Handle variable sized sentences for text classification with CNN(+RNN)

Hi all,

I’m trying to implement a text classifier using Conv1d. My dilemma is - how do we construct the linear layer to consume the output from the final CNN/MaxPool layers.

I can pad all the sentences in a batch to have the same length as the longest sentence in that batch and set the input to linear layer accordingly but if the next batch has a different seq_len, then I’ll still get an error.

Eg:

batch_size = 2

Batch 1:
[1, 2, 3, 4, 5]
[1, 2, 3, 0, 0]

Batch 2:
[1, 2, 3, 4, 5, 6, 7, 8]
[1, 2, 3, 4, 5, 0, 0, 0]

# The CNN/Maxpool output for both these batches would be different. 
# As a result, when I flatten this out to feed into the linear layer,
# the number of neurons in the linear layer would have to be different. 

The only idea I have right now is to pad all the sentences in my dataset to have the same length(mean/median of sentence lengths) and pad/remove the words from each sentence according to the length criteria.

Is there any other way to get around this?

Edit:
How would we go about implementing:

  • CNN -> Linear
  • CNN -> RNN -> Linear

The typical thing is to do a reduction over the time axis, like max or mean.
fast.ai’s (with the reference being Howard and Ruder’s ULMFiT paper) advocate using max, mean andlast element for RNNs. As for CNNs the last element is hard / not that meaningful, you would concatenate max and mean.

Best regards

Thomas

Please correct me if I understood this wrong.

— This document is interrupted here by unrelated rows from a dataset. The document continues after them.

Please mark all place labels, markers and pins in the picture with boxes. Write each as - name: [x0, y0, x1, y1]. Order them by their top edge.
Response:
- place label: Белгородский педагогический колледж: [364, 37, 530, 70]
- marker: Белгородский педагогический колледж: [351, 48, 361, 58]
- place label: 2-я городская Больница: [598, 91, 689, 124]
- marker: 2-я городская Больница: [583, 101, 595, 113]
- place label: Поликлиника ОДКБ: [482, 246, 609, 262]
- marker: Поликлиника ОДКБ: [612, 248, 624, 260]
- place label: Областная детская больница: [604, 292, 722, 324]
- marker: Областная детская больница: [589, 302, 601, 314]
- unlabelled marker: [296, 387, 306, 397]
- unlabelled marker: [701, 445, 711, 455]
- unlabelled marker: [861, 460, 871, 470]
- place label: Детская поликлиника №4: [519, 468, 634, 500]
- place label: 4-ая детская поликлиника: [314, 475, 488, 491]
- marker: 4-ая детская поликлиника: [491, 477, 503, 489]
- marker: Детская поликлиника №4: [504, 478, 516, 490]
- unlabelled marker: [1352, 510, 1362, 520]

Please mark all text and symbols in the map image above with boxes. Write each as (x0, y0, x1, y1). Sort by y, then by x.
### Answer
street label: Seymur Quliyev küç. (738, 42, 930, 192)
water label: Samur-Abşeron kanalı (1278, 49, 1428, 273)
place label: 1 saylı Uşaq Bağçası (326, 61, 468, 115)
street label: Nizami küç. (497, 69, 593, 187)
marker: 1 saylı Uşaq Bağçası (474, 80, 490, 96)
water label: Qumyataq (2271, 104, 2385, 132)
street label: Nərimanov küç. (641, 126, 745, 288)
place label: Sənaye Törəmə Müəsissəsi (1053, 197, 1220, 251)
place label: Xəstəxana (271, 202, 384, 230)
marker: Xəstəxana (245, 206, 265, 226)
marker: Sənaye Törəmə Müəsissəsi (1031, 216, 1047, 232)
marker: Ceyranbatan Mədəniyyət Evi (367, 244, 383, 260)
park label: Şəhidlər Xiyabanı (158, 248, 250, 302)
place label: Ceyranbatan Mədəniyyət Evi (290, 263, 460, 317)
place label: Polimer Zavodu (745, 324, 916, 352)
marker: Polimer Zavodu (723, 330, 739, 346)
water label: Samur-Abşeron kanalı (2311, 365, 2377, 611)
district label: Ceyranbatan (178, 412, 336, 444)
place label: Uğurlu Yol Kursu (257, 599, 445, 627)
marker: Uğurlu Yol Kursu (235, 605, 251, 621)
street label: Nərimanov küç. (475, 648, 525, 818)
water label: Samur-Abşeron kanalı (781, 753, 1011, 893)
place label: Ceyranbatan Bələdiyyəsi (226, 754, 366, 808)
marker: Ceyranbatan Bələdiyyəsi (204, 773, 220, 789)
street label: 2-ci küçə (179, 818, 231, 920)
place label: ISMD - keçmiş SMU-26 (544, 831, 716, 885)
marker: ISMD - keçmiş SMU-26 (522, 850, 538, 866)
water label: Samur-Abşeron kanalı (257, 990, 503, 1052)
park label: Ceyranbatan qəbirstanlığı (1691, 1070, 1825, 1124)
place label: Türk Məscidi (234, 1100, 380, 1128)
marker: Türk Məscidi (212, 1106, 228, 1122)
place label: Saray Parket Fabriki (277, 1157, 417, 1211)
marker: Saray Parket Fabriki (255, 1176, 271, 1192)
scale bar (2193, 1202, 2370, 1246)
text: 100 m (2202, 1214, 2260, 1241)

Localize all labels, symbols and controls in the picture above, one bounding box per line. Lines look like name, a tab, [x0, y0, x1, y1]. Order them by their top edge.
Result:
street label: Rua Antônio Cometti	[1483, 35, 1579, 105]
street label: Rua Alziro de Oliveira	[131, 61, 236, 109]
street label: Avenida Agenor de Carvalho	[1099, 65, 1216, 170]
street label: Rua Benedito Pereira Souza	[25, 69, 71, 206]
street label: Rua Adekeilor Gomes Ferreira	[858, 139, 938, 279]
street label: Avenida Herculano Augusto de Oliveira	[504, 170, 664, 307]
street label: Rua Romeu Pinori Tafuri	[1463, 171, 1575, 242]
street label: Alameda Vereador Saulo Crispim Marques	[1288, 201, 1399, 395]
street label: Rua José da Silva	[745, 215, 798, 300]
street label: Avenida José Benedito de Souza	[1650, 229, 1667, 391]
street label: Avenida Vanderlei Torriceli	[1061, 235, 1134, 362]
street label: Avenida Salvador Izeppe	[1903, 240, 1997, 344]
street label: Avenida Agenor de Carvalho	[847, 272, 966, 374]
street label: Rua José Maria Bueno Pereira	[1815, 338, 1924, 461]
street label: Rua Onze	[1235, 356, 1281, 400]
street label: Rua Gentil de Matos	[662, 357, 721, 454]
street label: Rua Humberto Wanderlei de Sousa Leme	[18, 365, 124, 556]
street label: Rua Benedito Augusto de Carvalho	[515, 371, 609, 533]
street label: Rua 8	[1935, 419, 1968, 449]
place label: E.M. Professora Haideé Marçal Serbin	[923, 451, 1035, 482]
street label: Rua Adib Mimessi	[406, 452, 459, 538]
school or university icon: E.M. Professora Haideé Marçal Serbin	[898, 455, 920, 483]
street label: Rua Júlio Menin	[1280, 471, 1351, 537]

Say, the penultimate layer after multiple Conv1D and Maxpool operations is of size (10, 100, 5) where:

batch_size = 10
filters(out_channel) = 100
seq_len = 5

CNN -> Linear
So, I will obtain the max (or mean) of the last dimension ie. the one with 5 elements. So, the shape now would be (10, 100). This (10, 100) layer will now be flattened into (1, 1000) layer and passed into the linear layer to obtain the output ie. a single class.

CNN -> RNN -> Linear
How would I go about doing something similar for CNN->RNN->Linear?

CNN -> Linear:

No. The batch size should never be flattened.
You keep (10, 100) and feed it into a (100, 1) linear (or whatever) to get a 10, 1 - one prediction per batch item.
You could concatenate the (10, 100) max with the mean (over the seq_len=5) to get a (10, 200).

CNN -> RNN -> Linear

Here you would feed (after permuting the axes) the (5, 10, 100) into the RNN (say 100->100) and then get something of the same shape.
Then you could take torch.concat([o.max(0), o.mean(0), o[1], -1) of shape 10, 300 and feed to a linear as above.

Best regards

Thomas

1 Like